*** Data extracts ***

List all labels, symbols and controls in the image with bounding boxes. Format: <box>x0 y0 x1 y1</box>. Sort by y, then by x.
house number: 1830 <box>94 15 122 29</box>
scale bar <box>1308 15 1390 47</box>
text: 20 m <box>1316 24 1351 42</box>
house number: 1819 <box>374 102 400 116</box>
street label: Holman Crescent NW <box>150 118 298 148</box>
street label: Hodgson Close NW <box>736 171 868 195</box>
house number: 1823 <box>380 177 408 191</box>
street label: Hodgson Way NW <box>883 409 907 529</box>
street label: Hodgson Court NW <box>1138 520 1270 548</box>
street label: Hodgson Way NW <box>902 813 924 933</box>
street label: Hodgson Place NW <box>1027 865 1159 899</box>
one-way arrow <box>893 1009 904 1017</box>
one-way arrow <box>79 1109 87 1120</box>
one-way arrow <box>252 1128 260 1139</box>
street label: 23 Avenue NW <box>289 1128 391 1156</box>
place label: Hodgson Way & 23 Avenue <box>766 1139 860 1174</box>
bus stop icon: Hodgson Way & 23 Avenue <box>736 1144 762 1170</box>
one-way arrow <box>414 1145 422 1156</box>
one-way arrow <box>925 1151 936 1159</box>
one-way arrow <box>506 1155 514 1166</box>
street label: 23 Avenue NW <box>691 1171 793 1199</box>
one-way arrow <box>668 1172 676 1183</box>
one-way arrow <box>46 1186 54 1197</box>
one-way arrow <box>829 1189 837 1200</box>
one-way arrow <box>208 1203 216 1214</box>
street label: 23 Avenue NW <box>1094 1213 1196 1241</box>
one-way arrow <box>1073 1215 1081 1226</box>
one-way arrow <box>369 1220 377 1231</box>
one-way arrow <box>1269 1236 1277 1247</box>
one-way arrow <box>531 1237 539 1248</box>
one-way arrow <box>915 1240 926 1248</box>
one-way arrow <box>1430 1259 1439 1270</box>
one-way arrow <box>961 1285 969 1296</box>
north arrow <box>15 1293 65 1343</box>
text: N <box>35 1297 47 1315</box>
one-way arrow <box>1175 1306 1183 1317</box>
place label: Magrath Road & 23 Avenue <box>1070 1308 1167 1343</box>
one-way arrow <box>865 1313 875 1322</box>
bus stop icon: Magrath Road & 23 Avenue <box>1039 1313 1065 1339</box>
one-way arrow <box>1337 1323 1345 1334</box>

***

Go through the listing above. Show each line where the word "Magrath" is found.

Your response ::
place label: Magrath Road & 23 Avenue <box>1070 1308 1167 1343</box>
bus stop icon: Magrath Road & 23 Avenue <box>1039 1313 1065 1339</box>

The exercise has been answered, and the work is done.